Dataset –
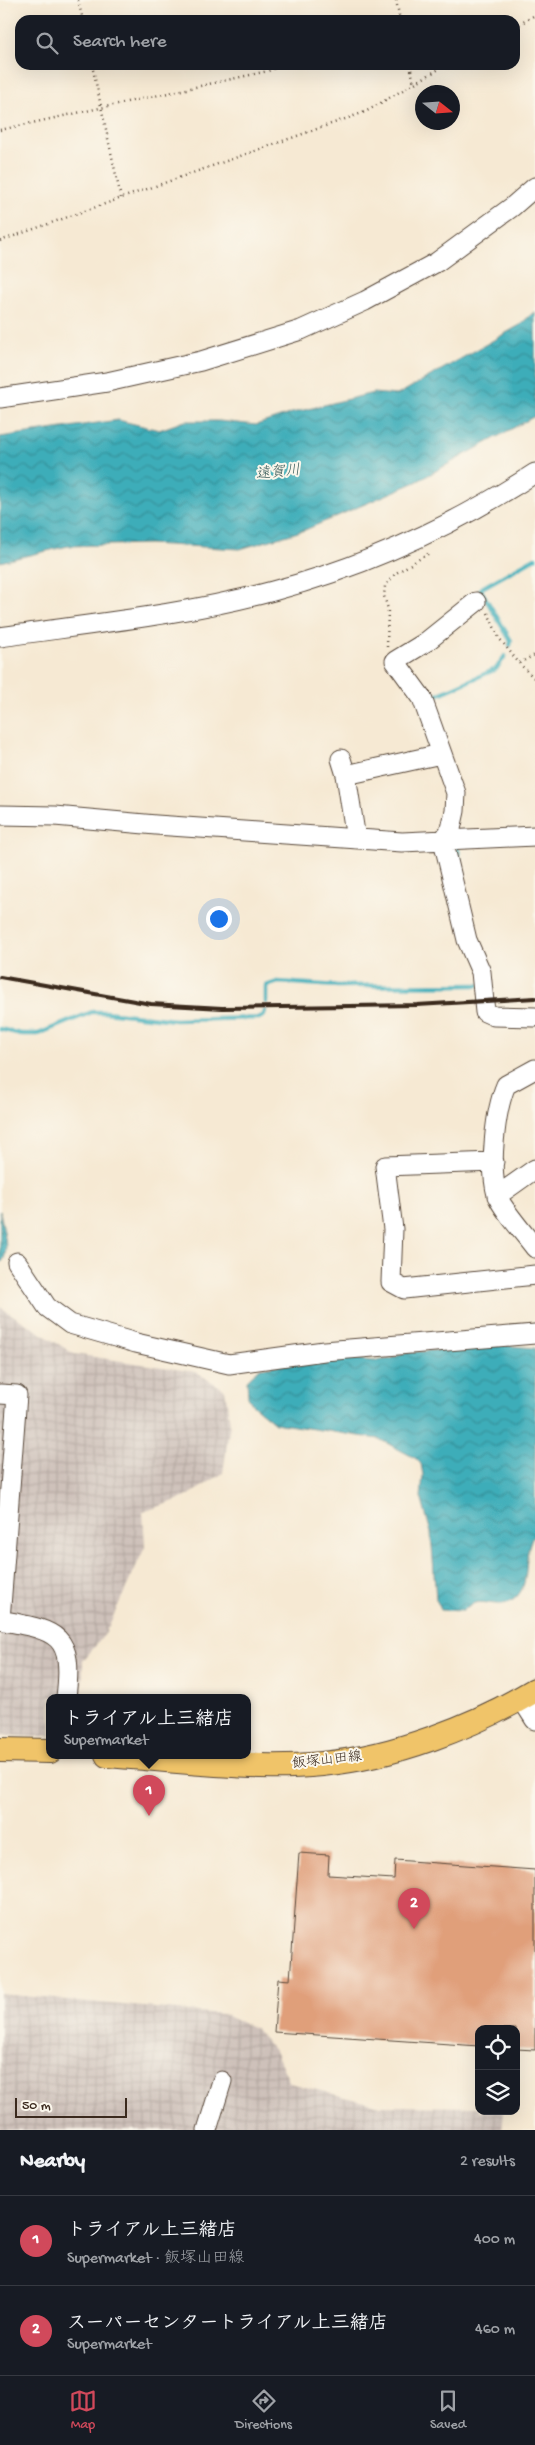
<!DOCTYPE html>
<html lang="en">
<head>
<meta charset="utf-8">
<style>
	:root { --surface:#171b24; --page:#242831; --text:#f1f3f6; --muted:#9ea1a6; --line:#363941; --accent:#d1495b }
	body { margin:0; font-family:"Gochi Hand","Klee One",sans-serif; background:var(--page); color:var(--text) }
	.controls { position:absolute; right:15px; bottom:15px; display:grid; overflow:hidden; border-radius:10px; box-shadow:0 5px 20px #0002 }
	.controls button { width:45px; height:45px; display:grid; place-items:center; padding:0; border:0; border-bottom:1px solid var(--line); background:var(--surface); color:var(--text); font:25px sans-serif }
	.compass { position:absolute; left:415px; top:85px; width:45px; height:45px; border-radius:50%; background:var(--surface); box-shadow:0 5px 20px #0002; rotate:107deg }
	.scale { position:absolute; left:15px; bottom:12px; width:112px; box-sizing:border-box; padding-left:5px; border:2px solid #3b2a1e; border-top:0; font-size:14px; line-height:18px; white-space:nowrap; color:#3b2a1e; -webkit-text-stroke:4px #fbf7ec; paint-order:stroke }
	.you { position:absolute; left:218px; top:918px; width:18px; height:18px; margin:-12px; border:4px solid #fff; border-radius:50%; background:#1a73e8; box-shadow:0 0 0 8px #1a73e833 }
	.badge { display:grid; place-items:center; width:32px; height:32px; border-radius:50%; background:var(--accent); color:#fff; font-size:16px; font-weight:700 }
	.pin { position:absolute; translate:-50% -41px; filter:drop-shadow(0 1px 2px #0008) }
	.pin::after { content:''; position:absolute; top:26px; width:18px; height:15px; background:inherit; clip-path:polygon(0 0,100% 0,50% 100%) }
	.popup { position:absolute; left:46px; top:1694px; width:205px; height:65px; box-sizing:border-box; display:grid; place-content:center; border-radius:10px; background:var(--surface); filter:drop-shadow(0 1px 4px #0005); font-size:16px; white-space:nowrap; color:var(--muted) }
	.popup b { font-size:19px; color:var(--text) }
	.popup::after { content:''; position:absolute; left:50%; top:100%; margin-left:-10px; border:10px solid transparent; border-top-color:var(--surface) }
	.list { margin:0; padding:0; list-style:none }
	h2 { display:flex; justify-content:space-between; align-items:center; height:65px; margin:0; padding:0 20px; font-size:21px }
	h2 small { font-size:16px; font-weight:400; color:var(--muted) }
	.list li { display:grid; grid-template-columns:32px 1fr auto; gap:15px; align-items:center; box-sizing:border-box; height:90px; padding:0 20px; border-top:1px solid var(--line) }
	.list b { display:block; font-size:19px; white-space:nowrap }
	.list p { margin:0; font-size:16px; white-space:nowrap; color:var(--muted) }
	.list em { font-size:16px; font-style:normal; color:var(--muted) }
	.icon { flex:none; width:28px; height:28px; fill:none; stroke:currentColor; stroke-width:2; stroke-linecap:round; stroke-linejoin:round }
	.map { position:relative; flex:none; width:535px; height:2130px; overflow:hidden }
	.search { position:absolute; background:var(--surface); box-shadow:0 5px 20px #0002; left:15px; right:15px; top:15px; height:55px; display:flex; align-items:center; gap:12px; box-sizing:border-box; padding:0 18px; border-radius:15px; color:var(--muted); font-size:19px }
	.sheet { height:245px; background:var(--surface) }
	nav { display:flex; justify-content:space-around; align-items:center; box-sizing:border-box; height:70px; border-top:1px solid var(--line); background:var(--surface); font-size:14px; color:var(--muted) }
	nav a { display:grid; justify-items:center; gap:2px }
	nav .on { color:var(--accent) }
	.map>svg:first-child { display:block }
	.industrial { fill:url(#industrial-grid) }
	.water { fill:url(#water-waves); stroke:#3c6c6c }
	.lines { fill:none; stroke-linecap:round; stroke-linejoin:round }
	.stream { stroke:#3dadb9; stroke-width:4.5 }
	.building { fill:#e09f7a }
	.minor-casing { stroke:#574739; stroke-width:21 }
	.major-casing { stroke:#574739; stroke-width:26 }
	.path { stroke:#574739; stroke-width:2.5; stroke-dasharray:1 4; stroke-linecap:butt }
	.minor { stroke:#fff; stroke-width:19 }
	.major { stroke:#f0c469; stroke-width:24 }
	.rail { stroke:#3b2a1e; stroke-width:4 }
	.labels { text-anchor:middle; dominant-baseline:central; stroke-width:4; stroke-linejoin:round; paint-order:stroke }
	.street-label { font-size:14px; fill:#3b2a1e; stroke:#fbf7ec }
	.water-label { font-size:15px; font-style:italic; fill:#3c5e5c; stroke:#fbf7ec }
</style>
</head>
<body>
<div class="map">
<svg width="535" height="2130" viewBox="0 0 535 2130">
	<defs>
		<pattern id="industrial-grid" width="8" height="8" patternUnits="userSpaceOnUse" patternTransform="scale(1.25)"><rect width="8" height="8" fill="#cec1ba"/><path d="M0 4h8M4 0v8" fill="none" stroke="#b2a69f"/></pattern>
		<pattern id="water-waves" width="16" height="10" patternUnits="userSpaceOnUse" patternTransform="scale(1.25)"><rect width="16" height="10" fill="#3dadb9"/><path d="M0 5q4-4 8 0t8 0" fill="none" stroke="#348d96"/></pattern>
	</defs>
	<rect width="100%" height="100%" fill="#fbf7ec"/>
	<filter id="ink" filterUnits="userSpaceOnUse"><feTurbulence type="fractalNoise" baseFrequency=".02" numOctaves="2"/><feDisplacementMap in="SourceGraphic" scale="10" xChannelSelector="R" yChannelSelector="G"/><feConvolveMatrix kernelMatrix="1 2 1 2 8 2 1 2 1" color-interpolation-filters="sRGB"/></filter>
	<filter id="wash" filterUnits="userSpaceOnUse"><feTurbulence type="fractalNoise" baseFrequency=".0096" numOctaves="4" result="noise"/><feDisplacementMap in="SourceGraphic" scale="20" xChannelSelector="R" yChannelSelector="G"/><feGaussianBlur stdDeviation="1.12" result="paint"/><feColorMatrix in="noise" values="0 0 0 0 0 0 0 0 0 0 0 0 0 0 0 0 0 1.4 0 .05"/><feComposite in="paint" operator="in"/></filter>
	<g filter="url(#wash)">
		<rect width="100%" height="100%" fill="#f6e9d3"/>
		<path class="industrial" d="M0,1307L74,1354L196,1372L225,1390L230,1423L223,1473L186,1497L143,1512L145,1547L105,1634L83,1661L82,1697H50V1735L37,1737L0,1735Z
			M0,1994L222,2014L256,2029L276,2053L290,2083L380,2106L479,2107V2111H504L502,2130H0Z"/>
		<path class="water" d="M535,311V416L416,482L305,530L240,549L149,544L68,546L0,562V437L118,420L159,430L185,421H219L256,425L292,413L373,393L397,395L520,325Z
			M0,1211C2,1225 12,1254 0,1264Z
			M501,1345L535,1348V1534C520,1552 534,1585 513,1600C495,1612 479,1592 463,1611L441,1610L436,1599L431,1533L421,1497L423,1475L421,1464L415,1458L379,1439L275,1423L252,1404L248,1397L247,1380L260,1368L330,1357L374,1361L391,1359L402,1353Z"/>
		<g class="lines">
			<path class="stream" d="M510,645L511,641L480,589L535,558
				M431,702L430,698L496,669L505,656
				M457,844L463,884
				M266,1002V986L278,982L338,986L478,985
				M0,1029L21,1034H38L92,1012H106L175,1020L259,1018L264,1015L265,1011"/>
		</g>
		<g id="blocks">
			<path class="building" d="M299,1853L329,1855L328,1875L394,1879L395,1860L535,1870V2050L516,2049V2029H479V2046L274,2032L278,1979L290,1980Z"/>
		</g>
	</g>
	<g filter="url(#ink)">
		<use href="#blocks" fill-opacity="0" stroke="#574739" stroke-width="1"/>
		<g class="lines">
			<g class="minor-casing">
				<path id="minor" d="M0,398L107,382L201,361L301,330L365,301L437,262L512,207L535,187
					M476,602L426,642L395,661L422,698L456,793L455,811L451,829L443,840L467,940L481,972L485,1012L494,1016L535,1017
					M0,637C91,624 184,615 273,591C366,566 455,525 535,473
					M341,759L346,775L356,839
					M346,775L441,754
					M0,815L55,816L156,825L402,842L535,836
					M535,1069L506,1085C495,1111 489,1167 497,1195C500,1206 527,1237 535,1248
					M494,1162L385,1166L393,1229L391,1282L404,1289L535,1275
					M497,1196L535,1169
					M17,1262L47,1307L70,1324L136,1343L229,1364L324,1351L535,1334
					M0,1394L17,1395L0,1620
					M0,1620C57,1631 74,1633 66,1697
					M521,1698L535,1720
					M207,2130L222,2081"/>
			</g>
			<g class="major-casing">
				<path id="major" d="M0,1750L50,1751
					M107,1755C177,1760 251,1771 322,1764C394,1757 473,1727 535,1690"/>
			</g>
			<path class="path" d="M78,0L83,20
				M396,0L400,20
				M515,27L535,15
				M92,65L121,198
				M410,65L414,83
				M0,130L268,71L282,65
				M0,241L365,112L446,65
				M488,613L499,638L519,663L535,655
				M387,647L388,609L384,596L385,586L396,573L431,552
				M519,663L535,679"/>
			<use href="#minor" class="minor"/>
			<use href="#major" class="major"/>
			<path class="rail" d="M0,977L151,1004L222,1008L417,1005L535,998"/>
		</g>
	</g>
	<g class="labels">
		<g class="street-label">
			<text transform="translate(327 1761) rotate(-6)">飯塚山田線</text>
		</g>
		<g class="water-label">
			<text transform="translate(278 473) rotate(-6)">遠賀川</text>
		</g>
	</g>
</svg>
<div class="controls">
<button><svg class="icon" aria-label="locate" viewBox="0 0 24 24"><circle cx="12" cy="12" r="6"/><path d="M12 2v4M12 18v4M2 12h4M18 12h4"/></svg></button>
<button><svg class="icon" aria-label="layers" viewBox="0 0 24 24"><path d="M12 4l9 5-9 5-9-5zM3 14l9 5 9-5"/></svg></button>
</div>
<svg class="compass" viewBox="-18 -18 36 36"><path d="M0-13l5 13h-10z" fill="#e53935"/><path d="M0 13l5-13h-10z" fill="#9ea1a6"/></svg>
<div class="scale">50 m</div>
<div class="you"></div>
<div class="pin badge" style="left:149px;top:1816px">1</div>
<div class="popup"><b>トライアル上三緒店</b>Supermarket</div>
<div class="pin badge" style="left:414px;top:1929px">2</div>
<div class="search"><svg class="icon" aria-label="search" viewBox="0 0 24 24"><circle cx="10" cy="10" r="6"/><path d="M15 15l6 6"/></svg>Search here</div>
</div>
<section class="sheet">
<h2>Nearby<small>2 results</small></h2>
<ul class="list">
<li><span class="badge">1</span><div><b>トライアル上三緒店</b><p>Supermarket · 飯塚山田線</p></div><em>400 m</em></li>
<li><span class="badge">2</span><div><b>スーパーセンタートライアル上三緒店</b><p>Supermarket</p></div><em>460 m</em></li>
</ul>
</section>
<nav>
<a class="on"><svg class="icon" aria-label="map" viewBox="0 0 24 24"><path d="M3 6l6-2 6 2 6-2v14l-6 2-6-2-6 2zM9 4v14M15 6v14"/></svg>Map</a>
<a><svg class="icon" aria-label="directions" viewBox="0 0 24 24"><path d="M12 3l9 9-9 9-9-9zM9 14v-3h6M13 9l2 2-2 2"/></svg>Directions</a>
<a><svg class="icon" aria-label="saved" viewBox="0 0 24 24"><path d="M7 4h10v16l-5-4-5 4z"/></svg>Saved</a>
</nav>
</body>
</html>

What is needed – What lines in the data above carry "linejoin"? Return them all.

Answer for this exercise –
	.icon { flex:none; width:28px; height:28px; fill:none; stroke:currentColor; stroke-width:2; stroke-linecap:round; stroke-linejoin:round }
	.lines { fill:none; stroke-linecap:round; stroke-linejoin:round }
	.labels { text-anchor:middle; dominant-baseline:central; stroke-width:4; stroke-linejoin:round; paint-order:stroke }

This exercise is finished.